● **What this task involves**
Transcribe the following entries word for word; no picture is to appear in the copy.

[Records from a collection]
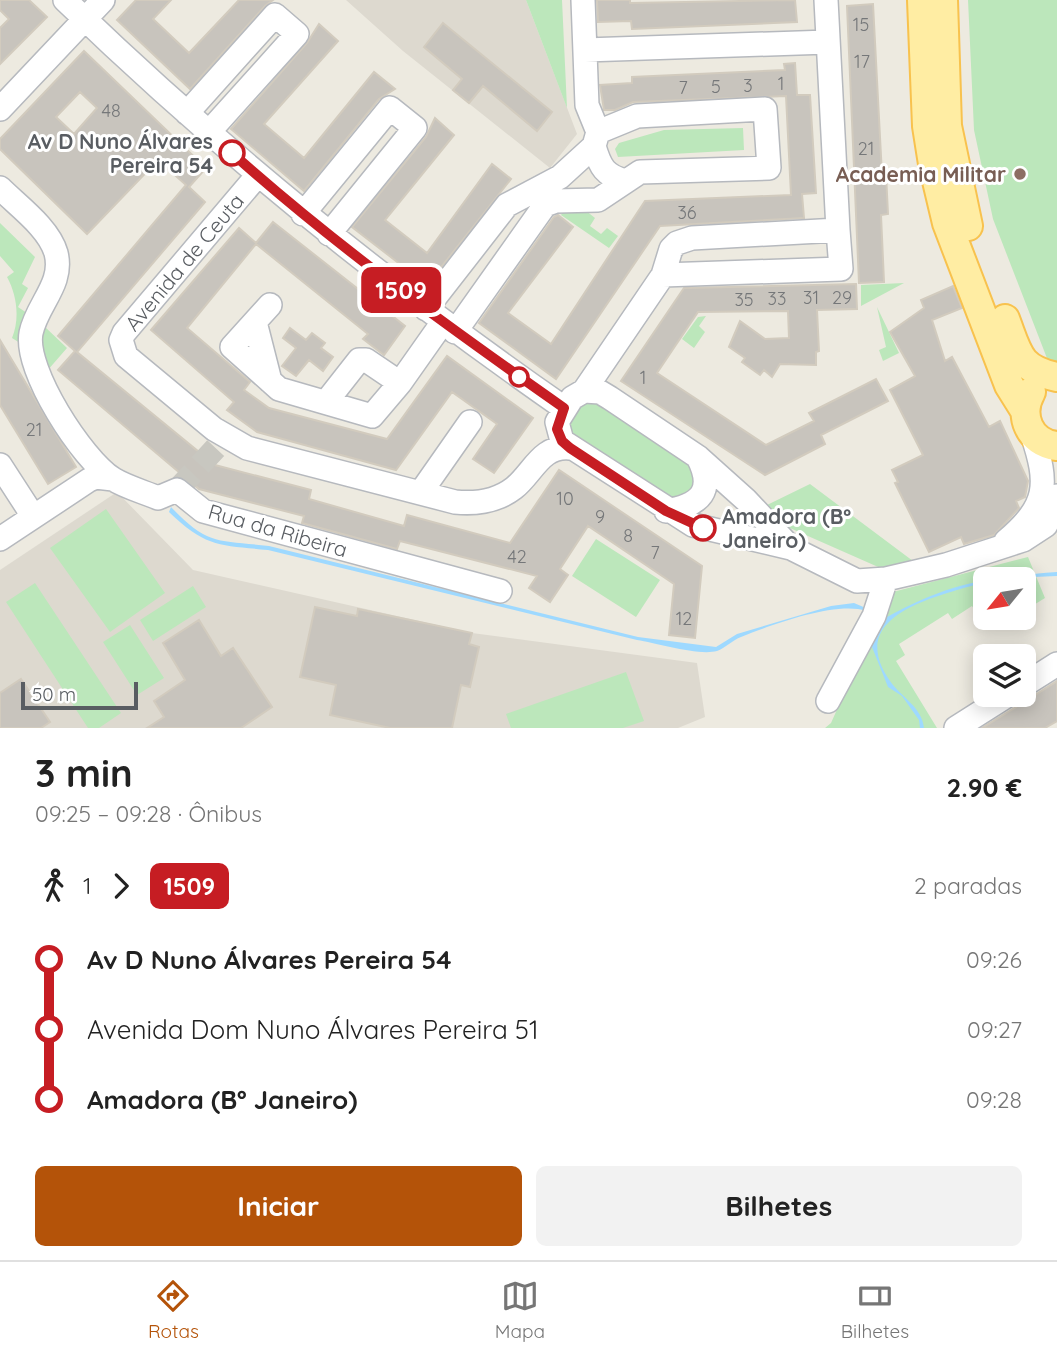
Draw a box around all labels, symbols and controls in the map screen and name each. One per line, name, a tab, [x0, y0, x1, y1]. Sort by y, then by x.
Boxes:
house number: 15	[853, 13, 869, 36]
house number: 17	[854, 50, 870, 73]
house number: 1	[778, 72, 784, 95]
house number: 3	[743, 74, 753, 97]
house number: 5	[711, 75, 721, 98]
house number: 7	[678, 76, 688, 99]
house number: 48	[101, 99, 121, 122]
place label: Av D Nuno Álvares Pereira 54	[28, 128, 213, 178]
house number: 21	[858, 137, 874, 160]
marker: Av D Nuno Álvares Pereira 54	[219, 140, 245, 166]
place label: Academia Militar	[836, 161, 1006, 187]
marker: Academia Militar	[1012, 166, 1028, 182]
street label: Avenida de Ceuta	[119, 188, 249, 336]
house number: 36	[677, 201, 697, 224]
line badge: 1509	[352, 267, 450, 313]
text: 1509	[375, 275, 427, 305]
house number: 31	[803, 286, 819, 309]
house number: 29	[832, 286, 852, 309]
house number: 33	[768, 287, 786, 310]
house number: 35	[734, 288, 754, 311]
house number: 1	[640, 366, 646, 389]
unlabelled marker	[509, 367, 529, 387]
house number: 21	[26, 418, 42, 441]
house number: 10	[556, 487, 574, 510]
street label: Rua da Ribeira	[205, 498, 351, 562]
place label: Amadora (Bº Janeiro)	[722, 503, 851, 553]
house number: 9	[595, 505, 605, 528]
marker: Amadora (Bº Janeiro)	[690, 515, 716, 541]
house number: 8	[623, 524, 633, 547]
house number: 7	[650, 541, 660, 564]
house number: 42	[507, 545, 527, 568]
north arrow	[973, 567, 1036, 630]
map controls	[973, 567, 1036, 707]
house number: 12	[676, 607, 692, 630]
button: layers	[973, 644, 1036, 707]
scale bar	[21, 679, 138, 711]
text: 50 m	[32, 682, 76, 706]
text: 3 min	[35, 749, 133, 797]
text: 2.90 €	[946, 771, 1022, 804]
text: 09:25 – 09:28 · Ônibus	[35, 799, 262, 828]
icon: walk	[35, 867, 73, 905]
icon: forward	[102, 867, 140, 905]
text: 1	[83, 871, 92, 900]
text: 1509	[164, 871, 215, 901]
text: 2 paradas	[914, 871, 1022, 900]
text: Av D Nuno Álvares Pereira 54	[87, 943, 452, 976]
text: 09:26	[966, 945, 1022, 974]
text: Avenida Dom Nuno Álvares Pereira 51	[87, 1013, 539, 1046]
text: 09:27	[967, 1015, 1022, 1044]
text: Amadora (Bº Janeiro)	[87, 1083, 358, 1116]
text: 09:28	[966, 1085, 1022, 1114]
button: Iniciar	[35, 1166, 522, 1246]
button: Bilhetes	[536, 1166, 1022, 1246]
tab: Rotas	[148, 1277, 199, 1343]
tab: Mapa	[495, 1277, 545, 1343]
tab: Bilhetes	[841, 1277, 909, 1343]

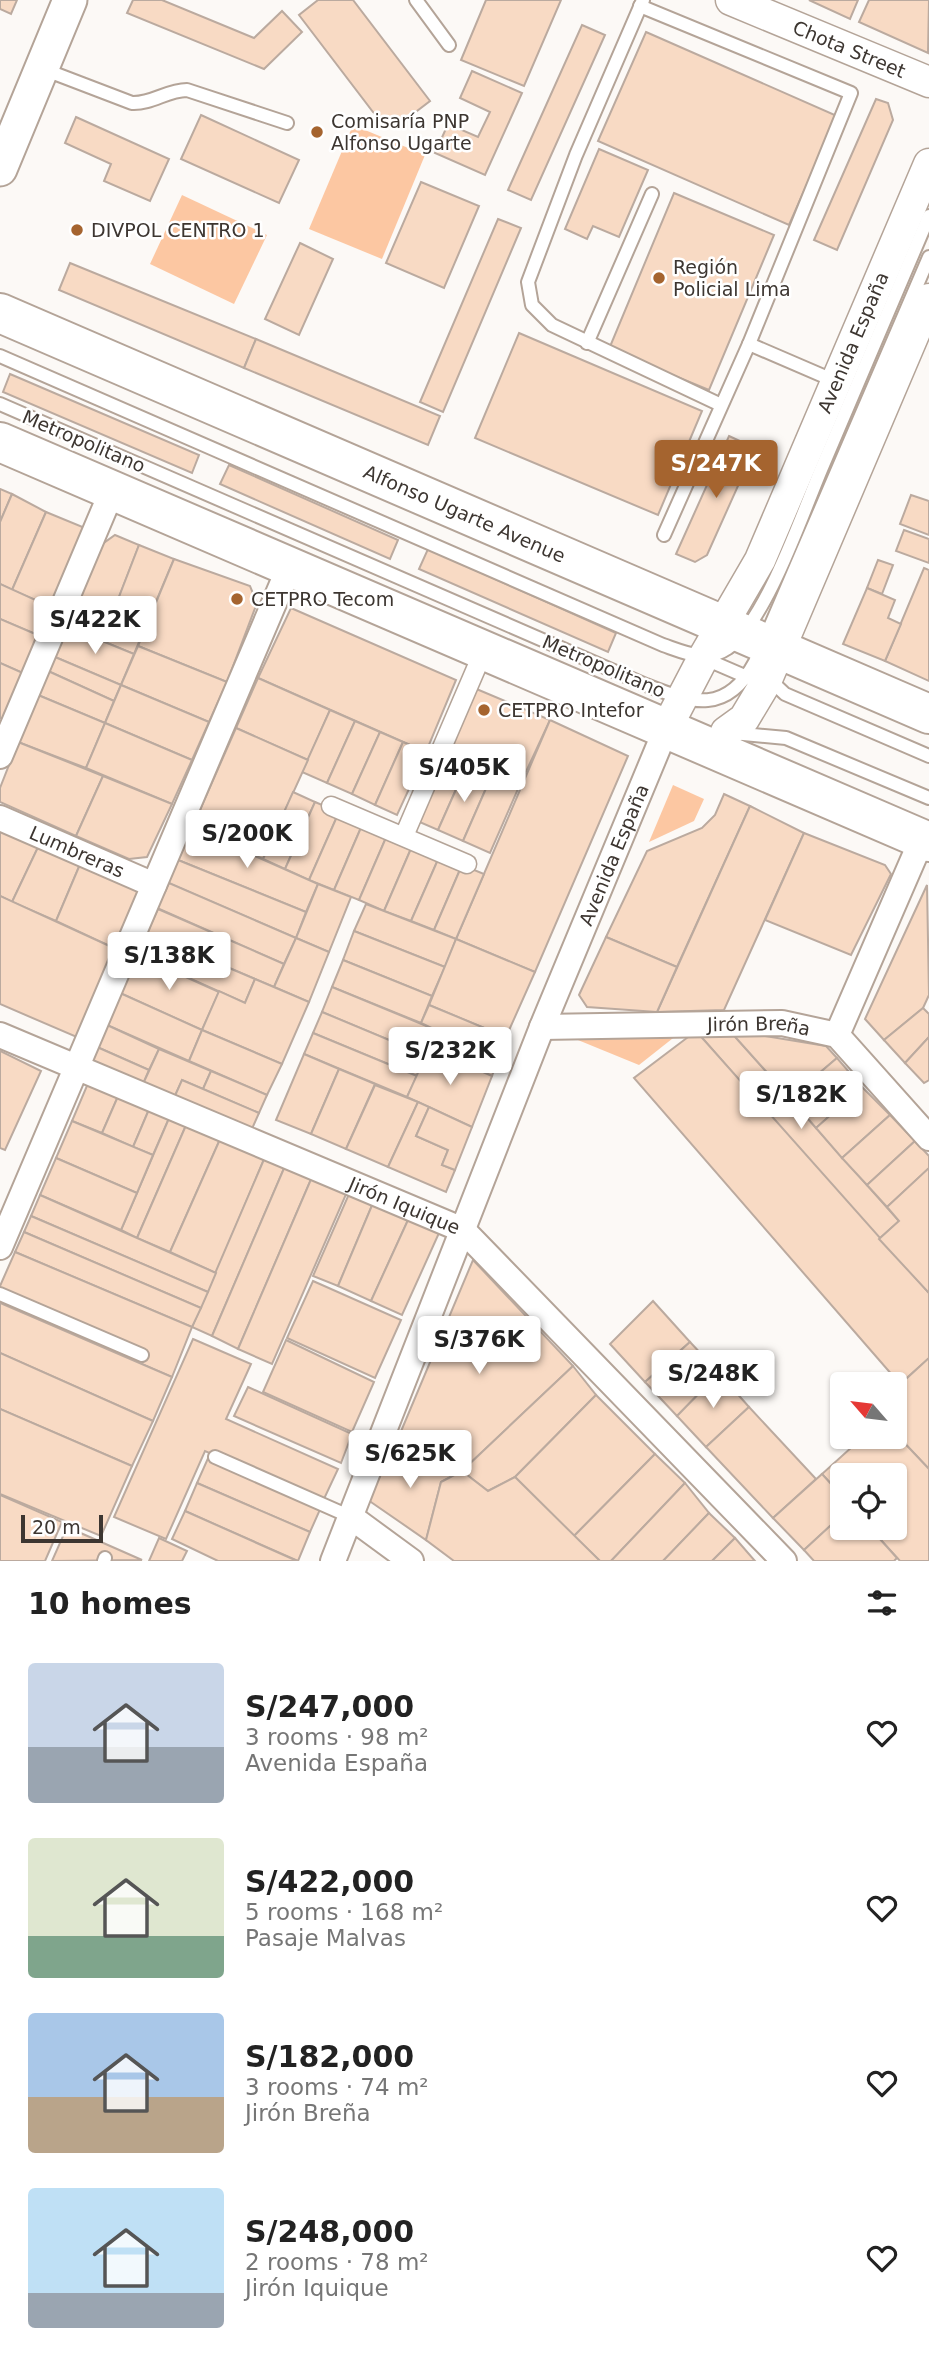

● **Task result**
Draw a box around all labels, symbols and controls in the map screen and name each. One per line, name, a tab, [x0, y0, x1, y1]. Sort by y, then by x.
Boxes:
house number: 15	[853, 13, 869, 36]
house number: 17	[854, 50, 870, 73]
house number: 1	[778, 72, 784, 95]
house number: 3	[743, 74, 753, 97]
house number: 5	[711, 75, 721, 98]
house number: 7	[678, 76, 688, 99]
house number: 48	[101, 99, 121, 122]
place label: Av D Nuno Álvares Pereira 54	[28, 128, 213, 178]
house number: 21	[858, 137, 874, 160]
marker: Av D Nuno Álvares Pereira 54	[219, 140, 245, 166]
place label: Academia Militar	[836, 161, 1006, 187]
marker: Academia Militar	[1012, 166, 1028, 182]
street label: Avenida de Ceuta	[119, 188, 249, 336]
house number: 36	[677, 201, 697, 224]
line badge: 1509	[352, 267, 450, 313]
text: 1509	[375, 275, 427, 305]
house number: 31	[803, 286, 819, 309]
house number: 29	[832, 286, 852, 309]
house number: 33	[768, 287, 786, 310]
house number: 35	[734, 288, 754, 311]
house number: 1	[640, 366, 646, 389]
unlabelled marker	[509, 367, 529, 387]
house number: 21	[26, 418, 42, 441]
house number: 10	[556, 487, 574, 510]
street label: Rua da Ribeira	[205, 498, 351, 562]
place label: Amadora (Bº Janeiro)	[722, 503, 851, 553]
house number: 9	[595, 505, 605, 528]
marker: Amadora (Bº Janeiro)	[690, 515, 716, 541]
house number: 8	[623, 524, 633, 547]
house number: 7	[650, 541, 660, 564]
house number: 42	[507, 545, 527, 568]
north arrow	[973, 567, 1036, 630]
map controls	[973, 567, 1036, 707]
house number: 12	[676, 607, 692, 630]
button: layers	[973, 644, 1036, 707]
scale bar	[21, 679, 138, 711]
text: 50 m	[32, 682, 76, 706]
text: 3 min	[35, 749, 133, 797]
text: 2.90 €	[946, 771, 1022, 804]
text: 09:25 – 09:28 · Ônibus	[35, 799, 262, 828]
icon: walk	[35, 867, 73, 905]
icon: forward	[102, 867, 140, 905]
text: 1	[83, 871, 92, 900]
text: 1509	[164, 871, 215, 901]
text: 2 paradas	[914, 871, 1022, 900]
text: Av D Nuno Álvares Pereira 54	[87, 943, 452, 976]
text: 09:26	[966, 945, 1022, 974]
text: Avenida Dom Nuno Álvares Pereira 51	[87, 1013, 539, 1046]
text: 09:27	[967, 1015, 1022, 1044]
text: Amadora (Bº Janeiro)	[87, 1083, 358, 1116]
text: 09:28	[966, 1085, 1022, 1114]
button: Iniciar	[35, 1166, 522, 1246]
button: Bilhetes	[536, 1166, 1022, 1246]
tab: Rotas	[148, 1277, 199, 1343]
tab: Mapa	[495, 1277, 545, 1343]
tab: Bilhetes	[841, 1277, 909, 1343]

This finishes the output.